22. Reports receiving a strong or moderate inhibitor of CYP3A4 or a P-gp inhibitor within 1 month prior to study drug dosing, due to potential interactions with colchicine.
23. Acute gout flare (exclusive of chronic synovitis/ arthritis) during the Screening-Period that has not resolved one week prior to the Baseline Visit (Day 0).
24. Pregnant or breast feeding.
25. Has received an investigational medication within 4 weeks prior to the screening visit for this study.
26. Previously participated in a clinical study involving RDEA806 or RDEA594.
27. Known hypersensitivity or allergy to RDEA594, allopurinol or colchicine or any components in their formulations.
28. Body mass index (BMI) >48 kg/m2.
29. Taking greater than 1000 mg/day of Vitamin C.
30. Any other medical or psychological condition, which in the opinion of the Investigator and/or Medical Monitor, might create undue risk to the subject or interfere with the subject's ability to comply with the protocol requirements, or to complete the study.
31. Inadequate renal function after completing the Double-Blind Treatment period prior to entering Double-Blind Extension Period.
32. Requiring treatment with prohibited medications noted in exclusion criteria numbers 20-23 after completing the Double-Blind Treatment Period prior to entering the Extension Period.
33. Clinically relevant medical event as determined by the investigator in consultation with medical monitor prior to entering the Extension Period.

Study Plan

How is the study designed?

Design Details

• Primary Purpose: Treatment
• Allocation: Randomized
• Interventional Model: Factorial Assignment
• Masking: Triple

Number of Arms

4

Arms and Interventions

Participant Group / Arm	Intervention / Treatment
Experimental: RDEA594 200 mg qd; RDEA594 200 mg qd plus allopurinol qd	Drug: Allopurinol; Allopurinol; Drug: RDEA594; Uricosuric agent for the treatment of gout.
Experimental: RDEA594 200 mg, 400 mg qd; RDEA594 200 mg then 400 mg qd plus allopurinol qd.
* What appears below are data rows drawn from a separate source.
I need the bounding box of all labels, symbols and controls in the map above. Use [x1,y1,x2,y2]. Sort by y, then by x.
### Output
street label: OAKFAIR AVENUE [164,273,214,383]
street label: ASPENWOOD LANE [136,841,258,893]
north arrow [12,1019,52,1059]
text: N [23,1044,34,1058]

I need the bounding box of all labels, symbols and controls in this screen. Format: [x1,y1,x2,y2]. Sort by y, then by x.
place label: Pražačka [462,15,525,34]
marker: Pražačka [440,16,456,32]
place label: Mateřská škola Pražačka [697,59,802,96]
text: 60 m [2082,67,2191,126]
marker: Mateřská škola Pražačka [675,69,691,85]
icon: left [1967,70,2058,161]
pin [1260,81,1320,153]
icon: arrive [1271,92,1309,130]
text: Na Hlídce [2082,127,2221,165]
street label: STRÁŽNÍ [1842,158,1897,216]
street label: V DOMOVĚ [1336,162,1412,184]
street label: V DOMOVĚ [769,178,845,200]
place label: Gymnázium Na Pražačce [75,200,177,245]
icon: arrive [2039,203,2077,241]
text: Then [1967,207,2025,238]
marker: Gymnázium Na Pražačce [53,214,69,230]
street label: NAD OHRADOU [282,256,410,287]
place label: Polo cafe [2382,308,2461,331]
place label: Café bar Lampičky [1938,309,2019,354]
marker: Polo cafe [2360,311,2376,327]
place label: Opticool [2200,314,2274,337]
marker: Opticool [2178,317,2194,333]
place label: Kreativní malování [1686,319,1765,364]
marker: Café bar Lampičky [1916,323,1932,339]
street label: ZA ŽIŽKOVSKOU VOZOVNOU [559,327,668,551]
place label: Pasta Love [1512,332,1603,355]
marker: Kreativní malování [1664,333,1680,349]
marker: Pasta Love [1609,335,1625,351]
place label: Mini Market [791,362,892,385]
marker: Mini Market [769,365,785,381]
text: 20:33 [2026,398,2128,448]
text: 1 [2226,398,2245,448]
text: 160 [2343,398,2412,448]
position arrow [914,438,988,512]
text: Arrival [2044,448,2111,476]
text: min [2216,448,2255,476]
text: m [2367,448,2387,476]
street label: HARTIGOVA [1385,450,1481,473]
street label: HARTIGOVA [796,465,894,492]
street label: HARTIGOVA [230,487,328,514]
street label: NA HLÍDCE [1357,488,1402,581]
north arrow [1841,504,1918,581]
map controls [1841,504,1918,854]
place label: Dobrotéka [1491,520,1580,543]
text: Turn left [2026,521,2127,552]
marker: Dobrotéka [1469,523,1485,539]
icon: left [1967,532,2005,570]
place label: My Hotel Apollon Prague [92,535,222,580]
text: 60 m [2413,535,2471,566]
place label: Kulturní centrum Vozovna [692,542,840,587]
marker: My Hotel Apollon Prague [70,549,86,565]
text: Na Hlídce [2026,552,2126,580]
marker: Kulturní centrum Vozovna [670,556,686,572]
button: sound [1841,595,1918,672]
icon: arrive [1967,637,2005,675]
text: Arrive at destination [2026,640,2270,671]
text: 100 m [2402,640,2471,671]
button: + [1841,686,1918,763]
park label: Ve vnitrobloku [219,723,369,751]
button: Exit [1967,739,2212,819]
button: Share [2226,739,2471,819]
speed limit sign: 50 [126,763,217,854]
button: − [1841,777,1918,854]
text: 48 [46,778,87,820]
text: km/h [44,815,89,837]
Patients on lesinurad 400 mg had their dose changed to lesinurad 200 mg after protocol amendment 16 dated 07 October 2015.	Drug: Allopurinol; Allopurinol; Drug: RDEA594; Uricosuric agent for the treatment of gout.
Placebo Comparator: Matching Placebo; RDEA594 matching placebo qd plus allopurinol qd, then allopurinol qd alone in open label period. Patients on allopurinol qd alone were discontinued after protocol amendment 16 dated 07 October 2015.	Drug: Placebo; Matching Placebo; Drug: Allopurinol; Allopurinol
Experimental: RDEA594 600 mg qd; RDEA594 200 mg then 400 mg then 600 mg plus allopurinol qd Patients on lesinurad 600 mg had their dose changed to lesinurad 200 mg after protocol amendment 16 dated 07 October 2015.	Drug: Allopurinol; Allopurinol; Drug: RDEA594; Uricosuric agent for the treatment of gout.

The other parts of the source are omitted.